The number of electrical heating system installations is set to overtake their gas counterparts in a few years’ time, predict industry groups.

The anecdotal forecast was issued after a member of the Association of Registered Gas Installers told H&V News that residential landlords were increasingly replacing their old gas boilers with electrical heating or electric heaters.

In addition, many developers of high rise buildings and flats were doing away with gas altogether by only specifying and fitting electric heating, he said.

H&V News research revealed that there was a dearth of statistical evidence available to substantiate of dispel the observations but a Home Builders Federation spokesman confirmed that electricity was indeed the dominant energy source for heating in new build apartments.

He said this was “…probably due to construction practice, since it is easier to fit electric heating than it is to install a gas central heating system.”

Giuliano Digilio, head of technical services at the Electrical Contractors’ Association (ECA), said he was aware of both trends. He said: “Many landlords are not returning to gas for various reasons and I’ve been predicting this would happen for years.

“Traditionally, gas was regarded as cheaper than electricity and so almost everybody installed gas central heating systems; very few people relied on electric heating. That has been changing over the past 20 years or so as the cost of electricity came down.”

Mr Digilio also said concerns over energy security made electric heating an attractive proposition to developers.

Energy commentators have suggested that declining North Sea gas production means that the UK will need to import 40 per cent of its gas by the end of this year and 75 per cent by 2015, potentially placing the UK in a state of dependence on unreliable energy-exporting regimes.

“Also, as a result of the [more stringent] Building Regulations and new energy efficiency standards, the energy requirements of buildings are coming down,” Mr Digilio continued.

“In the past, commercial and domestic buildings used to leak [energy] like a sieve and heat was lost at a substantial rate.

“New and refurbished buildings now have to comply with much better loft and cavity wall insulation and double glazing standards, and the amount of energy needed to heat the average home is far less than it was.”

Consequently, electricity is now considered to be a viable alternative energy source for heating, he said.

Asked whether he accepted assertions that installation of electric boilers and heating systems would supersede their gas counterparts over the next 10 years, Mr Digilio said: “I agree with that.
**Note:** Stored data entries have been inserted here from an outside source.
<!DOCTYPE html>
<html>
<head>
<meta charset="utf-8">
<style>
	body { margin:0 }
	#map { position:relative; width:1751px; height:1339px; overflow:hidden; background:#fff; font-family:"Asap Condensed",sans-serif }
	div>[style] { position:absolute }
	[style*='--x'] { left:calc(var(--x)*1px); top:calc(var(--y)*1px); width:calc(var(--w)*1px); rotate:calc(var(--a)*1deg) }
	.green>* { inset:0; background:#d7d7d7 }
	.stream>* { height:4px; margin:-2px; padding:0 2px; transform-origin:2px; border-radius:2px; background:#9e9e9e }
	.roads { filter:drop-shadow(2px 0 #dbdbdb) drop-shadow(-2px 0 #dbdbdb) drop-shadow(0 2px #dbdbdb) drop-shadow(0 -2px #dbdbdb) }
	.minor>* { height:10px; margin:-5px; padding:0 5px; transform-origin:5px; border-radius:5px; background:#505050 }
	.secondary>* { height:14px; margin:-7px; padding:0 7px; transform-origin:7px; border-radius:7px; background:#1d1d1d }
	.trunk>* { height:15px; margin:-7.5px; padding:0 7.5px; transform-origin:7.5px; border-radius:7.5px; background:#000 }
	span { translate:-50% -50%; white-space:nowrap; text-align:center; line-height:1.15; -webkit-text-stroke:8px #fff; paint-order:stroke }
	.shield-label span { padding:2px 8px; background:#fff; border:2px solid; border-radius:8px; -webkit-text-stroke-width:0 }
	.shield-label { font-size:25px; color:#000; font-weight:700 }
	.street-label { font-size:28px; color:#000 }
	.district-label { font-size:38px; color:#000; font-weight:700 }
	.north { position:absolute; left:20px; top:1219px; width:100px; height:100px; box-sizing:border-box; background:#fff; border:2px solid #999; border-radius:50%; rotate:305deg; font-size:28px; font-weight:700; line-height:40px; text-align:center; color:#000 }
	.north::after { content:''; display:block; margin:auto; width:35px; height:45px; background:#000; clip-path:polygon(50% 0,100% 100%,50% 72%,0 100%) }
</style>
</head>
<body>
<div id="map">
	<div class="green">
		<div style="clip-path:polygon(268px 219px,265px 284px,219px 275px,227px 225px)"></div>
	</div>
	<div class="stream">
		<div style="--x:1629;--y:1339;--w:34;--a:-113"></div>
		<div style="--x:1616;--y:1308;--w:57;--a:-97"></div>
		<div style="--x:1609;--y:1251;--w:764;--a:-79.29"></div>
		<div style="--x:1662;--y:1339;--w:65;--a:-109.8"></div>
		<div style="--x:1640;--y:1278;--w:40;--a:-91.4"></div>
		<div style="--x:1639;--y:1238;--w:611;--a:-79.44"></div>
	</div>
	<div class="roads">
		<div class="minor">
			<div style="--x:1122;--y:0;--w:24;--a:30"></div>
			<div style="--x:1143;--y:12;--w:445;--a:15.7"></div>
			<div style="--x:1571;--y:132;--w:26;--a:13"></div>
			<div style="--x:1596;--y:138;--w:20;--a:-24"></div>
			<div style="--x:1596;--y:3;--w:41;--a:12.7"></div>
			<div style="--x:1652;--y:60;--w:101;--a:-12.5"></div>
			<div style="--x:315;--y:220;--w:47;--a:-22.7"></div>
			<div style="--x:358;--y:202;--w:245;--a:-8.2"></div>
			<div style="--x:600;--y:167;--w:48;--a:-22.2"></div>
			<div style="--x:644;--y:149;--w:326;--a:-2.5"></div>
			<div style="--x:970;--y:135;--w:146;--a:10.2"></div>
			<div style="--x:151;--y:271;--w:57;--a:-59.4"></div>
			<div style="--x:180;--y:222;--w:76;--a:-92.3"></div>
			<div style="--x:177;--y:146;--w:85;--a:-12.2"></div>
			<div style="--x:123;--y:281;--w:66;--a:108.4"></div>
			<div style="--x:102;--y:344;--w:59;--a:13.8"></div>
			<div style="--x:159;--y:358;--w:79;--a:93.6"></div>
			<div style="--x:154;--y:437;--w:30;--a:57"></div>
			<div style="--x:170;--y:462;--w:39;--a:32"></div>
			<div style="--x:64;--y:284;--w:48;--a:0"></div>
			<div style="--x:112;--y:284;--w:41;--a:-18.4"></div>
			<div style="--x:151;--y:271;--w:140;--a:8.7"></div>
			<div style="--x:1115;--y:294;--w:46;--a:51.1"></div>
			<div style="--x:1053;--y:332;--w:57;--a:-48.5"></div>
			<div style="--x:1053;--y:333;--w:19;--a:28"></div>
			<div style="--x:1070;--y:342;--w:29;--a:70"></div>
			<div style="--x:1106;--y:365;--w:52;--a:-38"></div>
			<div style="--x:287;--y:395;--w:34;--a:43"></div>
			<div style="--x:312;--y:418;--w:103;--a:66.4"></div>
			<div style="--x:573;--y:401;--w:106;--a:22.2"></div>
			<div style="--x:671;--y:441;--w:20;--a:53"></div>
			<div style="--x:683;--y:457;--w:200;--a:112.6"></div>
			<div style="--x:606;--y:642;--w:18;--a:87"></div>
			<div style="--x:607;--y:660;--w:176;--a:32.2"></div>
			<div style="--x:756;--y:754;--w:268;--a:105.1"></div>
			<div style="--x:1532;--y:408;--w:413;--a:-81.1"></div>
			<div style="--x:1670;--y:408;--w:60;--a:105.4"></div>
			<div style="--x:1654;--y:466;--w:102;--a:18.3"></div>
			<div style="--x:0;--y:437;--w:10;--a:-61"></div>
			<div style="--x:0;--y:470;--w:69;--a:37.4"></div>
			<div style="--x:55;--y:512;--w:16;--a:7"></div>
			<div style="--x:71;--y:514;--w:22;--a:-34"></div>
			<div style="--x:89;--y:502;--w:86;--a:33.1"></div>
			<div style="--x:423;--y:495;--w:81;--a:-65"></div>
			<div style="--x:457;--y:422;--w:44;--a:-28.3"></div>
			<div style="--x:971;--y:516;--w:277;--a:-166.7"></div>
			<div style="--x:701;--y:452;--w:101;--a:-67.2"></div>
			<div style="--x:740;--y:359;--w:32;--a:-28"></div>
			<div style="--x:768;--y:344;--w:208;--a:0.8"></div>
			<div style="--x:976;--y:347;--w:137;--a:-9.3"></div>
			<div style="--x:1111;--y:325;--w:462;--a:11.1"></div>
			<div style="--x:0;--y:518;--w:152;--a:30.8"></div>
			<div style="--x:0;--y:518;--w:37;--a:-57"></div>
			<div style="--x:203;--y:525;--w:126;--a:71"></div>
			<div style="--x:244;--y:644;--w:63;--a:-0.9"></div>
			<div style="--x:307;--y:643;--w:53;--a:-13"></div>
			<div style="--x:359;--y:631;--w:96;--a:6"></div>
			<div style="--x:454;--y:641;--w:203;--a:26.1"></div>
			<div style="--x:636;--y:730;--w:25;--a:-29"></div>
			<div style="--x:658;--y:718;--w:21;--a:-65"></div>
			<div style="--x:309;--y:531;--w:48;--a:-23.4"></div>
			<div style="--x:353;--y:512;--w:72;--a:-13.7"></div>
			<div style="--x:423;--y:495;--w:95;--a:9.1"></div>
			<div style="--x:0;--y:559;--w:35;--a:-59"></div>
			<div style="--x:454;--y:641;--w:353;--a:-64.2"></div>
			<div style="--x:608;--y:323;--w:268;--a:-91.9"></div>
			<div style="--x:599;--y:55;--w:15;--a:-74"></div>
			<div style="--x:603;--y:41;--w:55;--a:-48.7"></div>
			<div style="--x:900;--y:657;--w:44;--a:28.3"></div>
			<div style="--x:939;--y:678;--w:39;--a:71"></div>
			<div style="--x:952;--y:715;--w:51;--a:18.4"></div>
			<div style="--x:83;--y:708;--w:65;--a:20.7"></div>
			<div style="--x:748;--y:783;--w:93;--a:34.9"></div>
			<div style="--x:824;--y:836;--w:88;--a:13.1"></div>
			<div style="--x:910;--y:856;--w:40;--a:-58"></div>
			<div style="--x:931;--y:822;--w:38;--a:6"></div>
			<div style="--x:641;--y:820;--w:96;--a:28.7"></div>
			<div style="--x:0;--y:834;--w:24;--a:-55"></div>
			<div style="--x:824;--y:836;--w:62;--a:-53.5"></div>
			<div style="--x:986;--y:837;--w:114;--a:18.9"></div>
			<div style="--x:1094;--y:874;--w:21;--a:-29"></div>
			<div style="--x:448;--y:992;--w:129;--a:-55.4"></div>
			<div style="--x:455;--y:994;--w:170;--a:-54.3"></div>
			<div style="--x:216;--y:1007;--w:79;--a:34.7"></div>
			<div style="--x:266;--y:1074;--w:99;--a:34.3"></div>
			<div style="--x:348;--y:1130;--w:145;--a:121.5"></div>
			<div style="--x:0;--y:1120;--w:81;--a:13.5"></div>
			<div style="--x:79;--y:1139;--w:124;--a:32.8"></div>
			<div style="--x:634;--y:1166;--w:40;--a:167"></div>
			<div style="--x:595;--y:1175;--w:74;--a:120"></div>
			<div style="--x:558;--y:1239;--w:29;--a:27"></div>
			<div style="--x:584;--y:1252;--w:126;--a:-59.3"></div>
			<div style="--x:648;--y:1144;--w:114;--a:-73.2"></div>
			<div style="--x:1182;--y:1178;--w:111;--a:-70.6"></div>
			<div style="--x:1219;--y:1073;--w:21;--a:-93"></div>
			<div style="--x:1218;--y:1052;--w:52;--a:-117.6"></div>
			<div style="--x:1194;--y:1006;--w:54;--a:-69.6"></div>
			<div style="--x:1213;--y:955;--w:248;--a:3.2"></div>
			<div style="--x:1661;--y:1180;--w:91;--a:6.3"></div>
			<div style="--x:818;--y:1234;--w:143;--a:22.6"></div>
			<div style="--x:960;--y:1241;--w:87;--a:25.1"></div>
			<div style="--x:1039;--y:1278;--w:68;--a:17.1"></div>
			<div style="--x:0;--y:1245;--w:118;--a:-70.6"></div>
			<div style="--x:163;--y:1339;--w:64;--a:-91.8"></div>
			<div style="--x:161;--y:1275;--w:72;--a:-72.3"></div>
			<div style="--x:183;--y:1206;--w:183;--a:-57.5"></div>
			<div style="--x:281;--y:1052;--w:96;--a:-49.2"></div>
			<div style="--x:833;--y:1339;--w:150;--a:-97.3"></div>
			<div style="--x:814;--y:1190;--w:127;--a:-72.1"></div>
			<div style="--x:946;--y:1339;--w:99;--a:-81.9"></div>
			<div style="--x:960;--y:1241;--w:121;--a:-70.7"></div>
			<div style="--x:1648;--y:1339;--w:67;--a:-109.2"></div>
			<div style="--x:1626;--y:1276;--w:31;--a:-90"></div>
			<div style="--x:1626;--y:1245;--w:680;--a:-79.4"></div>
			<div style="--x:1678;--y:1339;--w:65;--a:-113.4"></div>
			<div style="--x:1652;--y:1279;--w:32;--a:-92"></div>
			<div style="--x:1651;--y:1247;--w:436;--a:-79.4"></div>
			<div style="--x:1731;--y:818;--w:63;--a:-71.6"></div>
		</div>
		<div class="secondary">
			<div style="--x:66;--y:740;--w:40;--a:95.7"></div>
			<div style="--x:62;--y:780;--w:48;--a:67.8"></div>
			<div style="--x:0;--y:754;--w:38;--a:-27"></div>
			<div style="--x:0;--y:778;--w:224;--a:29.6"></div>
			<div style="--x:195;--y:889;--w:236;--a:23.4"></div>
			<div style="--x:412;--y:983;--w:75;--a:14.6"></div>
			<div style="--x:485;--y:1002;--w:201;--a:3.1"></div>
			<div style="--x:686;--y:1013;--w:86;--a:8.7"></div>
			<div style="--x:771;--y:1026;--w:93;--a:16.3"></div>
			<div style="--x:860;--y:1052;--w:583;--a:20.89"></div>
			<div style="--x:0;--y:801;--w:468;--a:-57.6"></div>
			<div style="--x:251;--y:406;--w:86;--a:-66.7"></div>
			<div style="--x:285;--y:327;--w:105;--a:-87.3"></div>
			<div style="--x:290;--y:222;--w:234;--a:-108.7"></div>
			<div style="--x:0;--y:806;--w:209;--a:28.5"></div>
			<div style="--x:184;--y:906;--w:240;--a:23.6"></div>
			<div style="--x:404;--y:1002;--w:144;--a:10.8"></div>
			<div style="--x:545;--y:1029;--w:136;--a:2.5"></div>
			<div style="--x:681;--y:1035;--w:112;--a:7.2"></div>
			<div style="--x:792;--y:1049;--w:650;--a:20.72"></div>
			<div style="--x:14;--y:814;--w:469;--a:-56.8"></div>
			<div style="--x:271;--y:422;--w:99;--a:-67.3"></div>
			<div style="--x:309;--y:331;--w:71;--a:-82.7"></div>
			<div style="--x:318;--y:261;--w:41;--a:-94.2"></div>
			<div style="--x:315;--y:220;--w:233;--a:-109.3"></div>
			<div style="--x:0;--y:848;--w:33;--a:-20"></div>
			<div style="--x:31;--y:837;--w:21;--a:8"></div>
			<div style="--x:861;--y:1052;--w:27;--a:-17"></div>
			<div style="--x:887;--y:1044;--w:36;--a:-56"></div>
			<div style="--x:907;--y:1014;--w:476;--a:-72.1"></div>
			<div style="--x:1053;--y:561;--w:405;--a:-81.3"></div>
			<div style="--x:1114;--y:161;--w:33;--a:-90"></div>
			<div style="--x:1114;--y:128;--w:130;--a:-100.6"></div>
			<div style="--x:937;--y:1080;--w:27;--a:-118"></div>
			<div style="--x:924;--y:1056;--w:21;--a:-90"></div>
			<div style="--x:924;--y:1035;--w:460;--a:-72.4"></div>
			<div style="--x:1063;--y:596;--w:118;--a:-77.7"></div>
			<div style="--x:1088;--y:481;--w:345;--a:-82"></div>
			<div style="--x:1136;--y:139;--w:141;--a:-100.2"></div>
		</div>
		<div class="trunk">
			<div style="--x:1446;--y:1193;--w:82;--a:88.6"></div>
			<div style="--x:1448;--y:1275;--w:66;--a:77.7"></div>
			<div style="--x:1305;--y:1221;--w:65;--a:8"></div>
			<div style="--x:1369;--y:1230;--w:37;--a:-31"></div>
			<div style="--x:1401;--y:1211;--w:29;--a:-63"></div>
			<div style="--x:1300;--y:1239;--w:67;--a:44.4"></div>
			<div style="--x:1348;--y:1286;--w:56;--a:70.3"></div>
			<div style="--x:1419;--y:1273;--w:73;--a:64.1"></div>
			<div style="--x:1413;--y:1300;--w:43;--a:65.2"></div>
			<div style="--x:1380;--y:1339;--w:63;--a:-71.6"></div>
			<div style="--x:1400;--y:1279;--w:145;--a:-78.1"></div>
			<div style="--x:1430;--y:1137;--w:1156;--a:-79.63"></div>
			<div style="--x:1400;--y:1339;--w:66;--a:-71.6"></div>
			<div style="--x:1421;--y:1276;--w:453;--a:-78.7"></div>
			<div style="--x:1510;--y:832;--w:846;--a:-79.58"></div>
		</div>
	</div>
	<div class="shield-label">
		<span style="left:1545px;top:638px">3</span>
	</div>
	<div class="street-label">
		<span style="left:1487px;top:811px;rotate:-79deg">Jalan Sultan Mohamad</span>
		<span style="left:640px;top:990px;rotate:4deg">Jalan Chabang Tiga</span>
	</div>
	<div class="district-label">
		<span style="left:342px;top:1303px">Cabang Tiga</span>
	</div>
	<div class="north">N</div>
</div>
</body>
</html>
Developers are increasingly specifying that new apartments should have electrical heating systems because of lower installation and lower ongoing maintenance costs. Electric heating systems are also slightly cheaper.”

Bob Towse, head of technical and safety at the HVCA, said: “Gas will continue to be the dominant fuel in this country for three or four-bedroom houses, but certainly in smaller properties, like flats, at the affordable housing end of the market and in lower energy properties, the electric heating industry may well see that there are opportunities for them.”

“It is disappointing that developers are moving to electric heating, since it is not the most efficient way of heating a home.

“Having said that, as we move closer towards a zero carbon economy, Government pressures are pushing private and local authority clients in that direction.

“In turn they are pushing contractors towards low carbon heating and one way of achieving that is not to install gas boilers at all.”

Mr Towse said this trend would become more prevalent post 2016.

He said: “There is going to be a big revolution in the heating market over the next 10 or so years and a shift away from gas to electricity and green energy has implications for industry.

“Installers will need to think about developing new skills, not just on the electrical side but also with regards to combined heat and power systems, solar thermal, heat pumps and a whole range of other renewable technologies.

“On the electrical side it won’t be a case of starting from scratch because most installers have knowledge of electricity,” he concluded.